Set down the entries that follow exactly as written, leaving out any images.

§ §

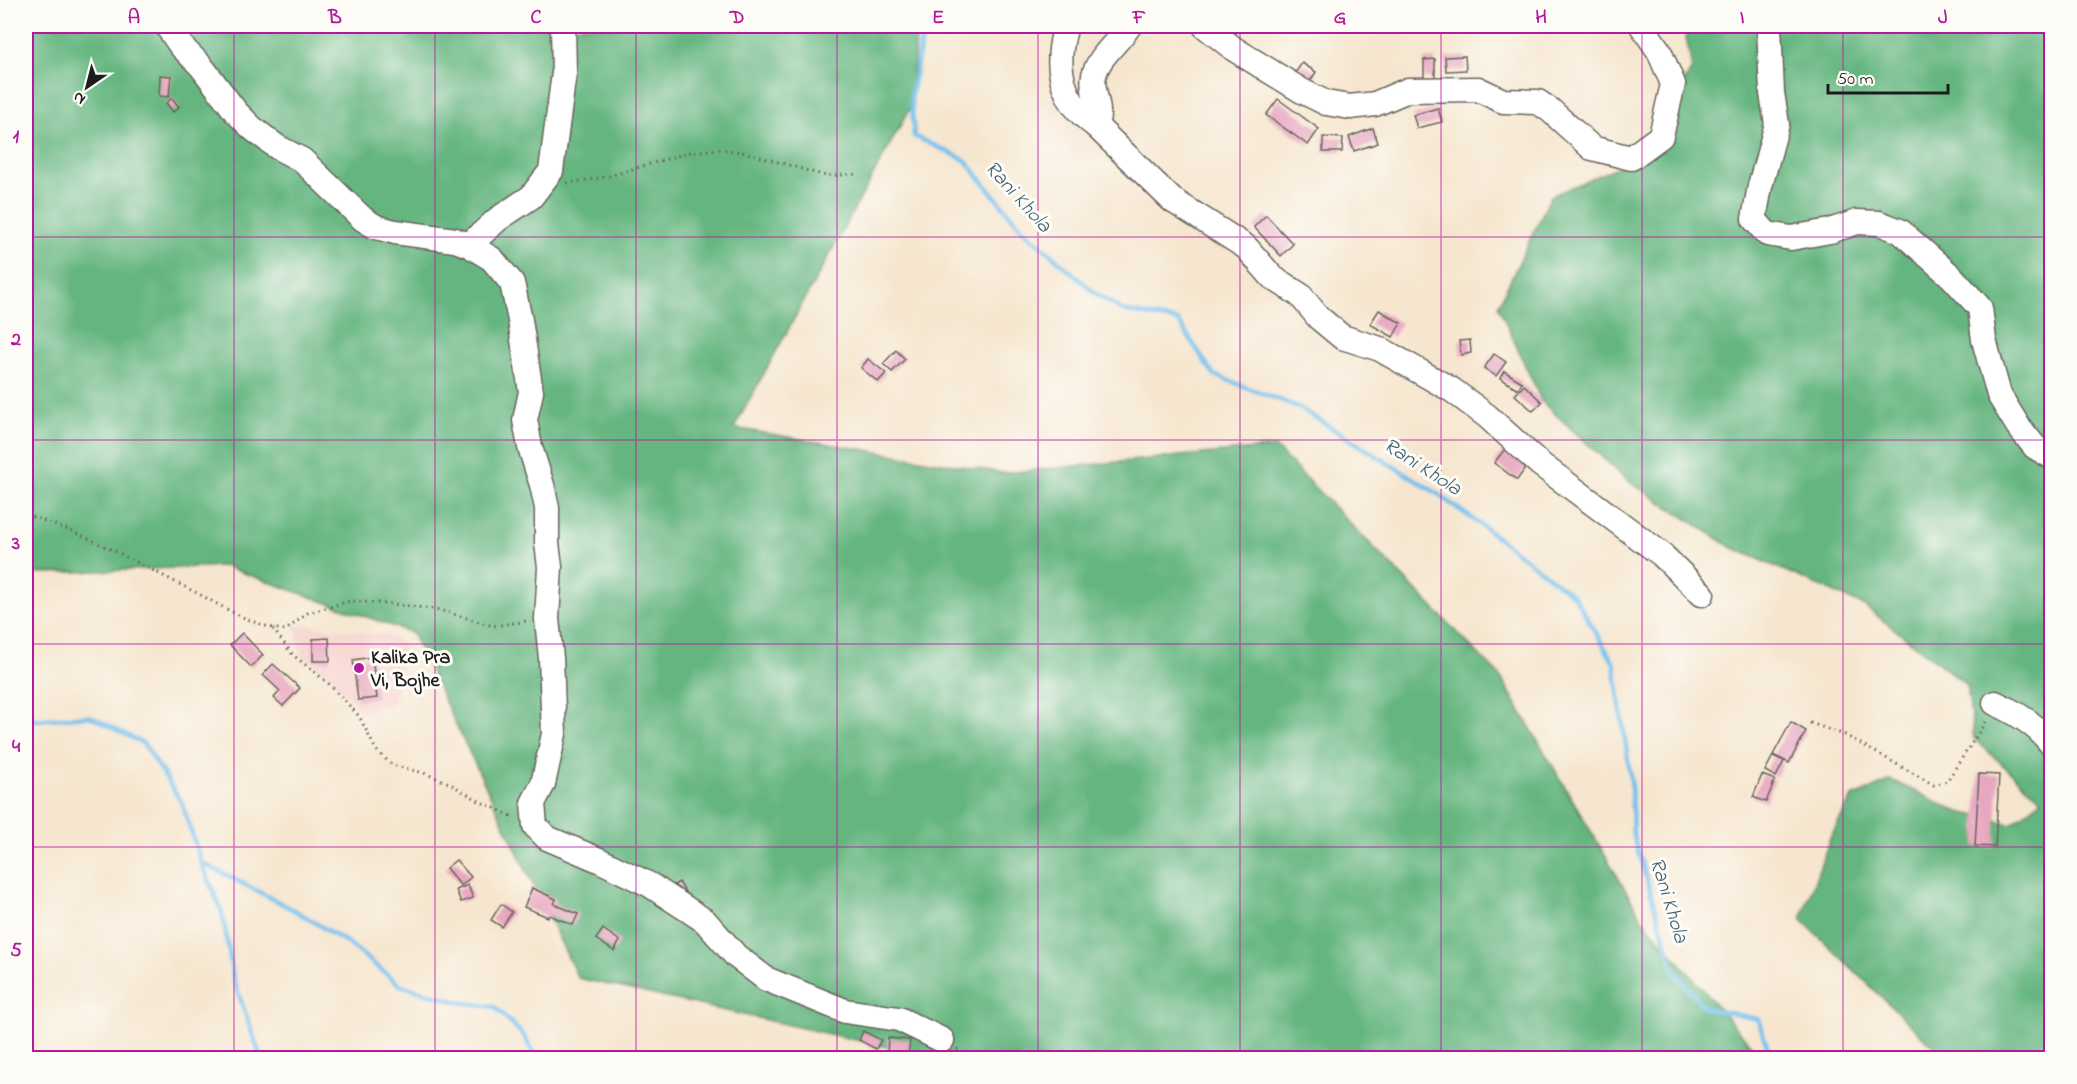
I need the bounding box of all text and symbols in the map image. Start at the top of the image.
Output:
text: A [128,4,140,33]
text: B [327,4,342,33]
text: C [531,4,542,33]
text: D [729,4,744,33]
text: E [932,4,944,33]
text: F [1132,4,1146,33]
text: G [1334,4,1347,33]
text: H [1535,4,1547,33]
text: I [1740,4,1745,33]
text: J [1938,4,1948,33]
north arrow [57,57,117,117]
scale bar [1828,57,1948,95]
text: 50 m [1837,67,1874,93]
text: N [68,85,91,111]
text: 1 [13,123,20,152]
water label: Rani Khola [977,155,1058,240]
text: 2 [10,326,21,355]
water label: Rani Khola [1377,431,1467,504]
text: 3 [11,530,20,559]
place label: Kalika Pra Vi, Bojhe [370,644,451,696]
marker: Kalika Pra Vi, Bojhe [352,661,366,675]
text: 4 [12,733,21,762]
water label: Rani Khola [1641,854,1695,948]
text: 5 [10,937,22,966]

§ §

- Output of the exercise -
I need the bounding box of all text and symbols in the map image. Start at the top of the image.
Output:
text: A [128,4,140,33]
text: B [327,4,342,33]
text: C [531,4,542,33]
text: D [729,4,744,33]
text: E [932,4,944,33]
text: F [1132,4,1146,33]
text: G [1334,4,1347,33]
text: H [1535,4,1547,33]
text: I [1740,4,1745,33]
text: J [1938,4,1948,33]
north arrow [57,57,117,117]
scale bar [1828,57,1948,95]
text: 50 m [1837,67,1874,93]
text: N [68,85,91,111]
text: 1 [13,123,20,152]
water label: Rani Khola [977,155,1058,240]
text: 2 [10,326,21,355]
water label: Rani Khola [1377,431,1467,504]
text: 3 [11,530,20,559]
place label: Kalika Pra Vi, Bojhe [370,644,451,696]
marker: Kalika Pra Vi, Bojhe [352,661,366,675]
text: 4 [12,733,21,762]
water label: Rani Khola [1641,854,1695,948]
text: 5 [10,937,22,966]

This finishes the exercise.